Costly excavators, heavy earth-moving equipment, stone-crushers and a machine called changfan [imported from China] are used indiscriminately to turn our riverbeds upside down to bring up enormous quantities of soil, to be washed in search of gold. 

(JUDGE): Riverbeds? But that would constitute a flagrant breach of the various Environmental Protection Acts on our statute book? 

(PROSECUTOR):Exactly, My Lord; I was coming to that. They also defy the Immigration Act and smuggle skilled Chinese technicians into the country to take a leading part in the so-called “small-scale mining”, although, as Your Lordship is no doubt aware, that business had been reserved exclusively to Ghanaians!…

(JUDGE): Ah yes – I see in your Deposition numbered “A001”…? 

(PROSECUTOR): Yes, my Lord. Much obliged! It is the Prosecution’s case that agents of The Accused, acting severally in a corrupt manner, have deliberately ignored breaches of the laws they are supposed to enforce and have allowed foreign nationals, acting in collusion with “get-rich-quick Ghanaians”; 

1: To make huge tracts of land no longer suitable for cultivation for food to feed our growing population. The result is that mass starvation is now a distinct possibility in a future Ghana. Hence, my Lord, the grievous charge of genocide, starvation being one form of mass killing. 

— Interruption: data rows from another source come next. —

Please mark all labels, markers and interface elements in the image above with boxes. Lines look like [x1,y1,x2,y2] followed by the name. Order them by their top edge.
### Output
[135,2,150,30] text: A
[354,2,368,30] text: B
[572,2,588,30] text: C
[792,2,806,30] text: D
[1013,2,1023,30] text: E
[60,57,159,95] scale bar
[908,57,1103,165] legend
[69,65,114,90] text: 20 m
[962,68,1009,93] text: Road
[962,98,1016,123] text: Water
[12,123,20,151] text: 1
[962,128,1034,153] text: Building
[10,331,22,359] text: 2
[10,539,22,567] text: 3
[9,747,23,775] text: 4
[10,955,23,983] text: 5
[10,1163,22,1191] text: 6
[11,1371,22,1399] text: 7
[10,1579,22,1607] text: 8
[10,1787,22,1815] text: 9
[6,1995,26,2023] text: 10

2: To denude other similarly sizeable tracts of land, including Forest Reserves, of timber, some of which are most valuable, and are under legal protection, to save them from extinction. 

And, 

3: To expose every citizen of Ghana who has regularly drunk water from the affected rivers and streams over the past 20 years or so, to potential infection and death from various dangerous diseases. Symptoms of these deadly diseases include: muscle weakness; poor coordination; numbness in the hands and feet; skin rashes; anxiety; memory problems; trouble speaking; trouble hearing; or trouble seeing

(JUDGE): My goodness, Counsel! You’re telling the Court that no Ghanaian who has been drinking water from these poisoned rivers and streams can enjoy peace of mind from now on!? 

(PROSECUTOR): Exactly, My Lord! The irony is that those engaged in galamsey have more than enough money to buy bottled water and sachet water, whereas the victims of galamsey cannot afford what has become a “luxury” to them – water that is safe to drink!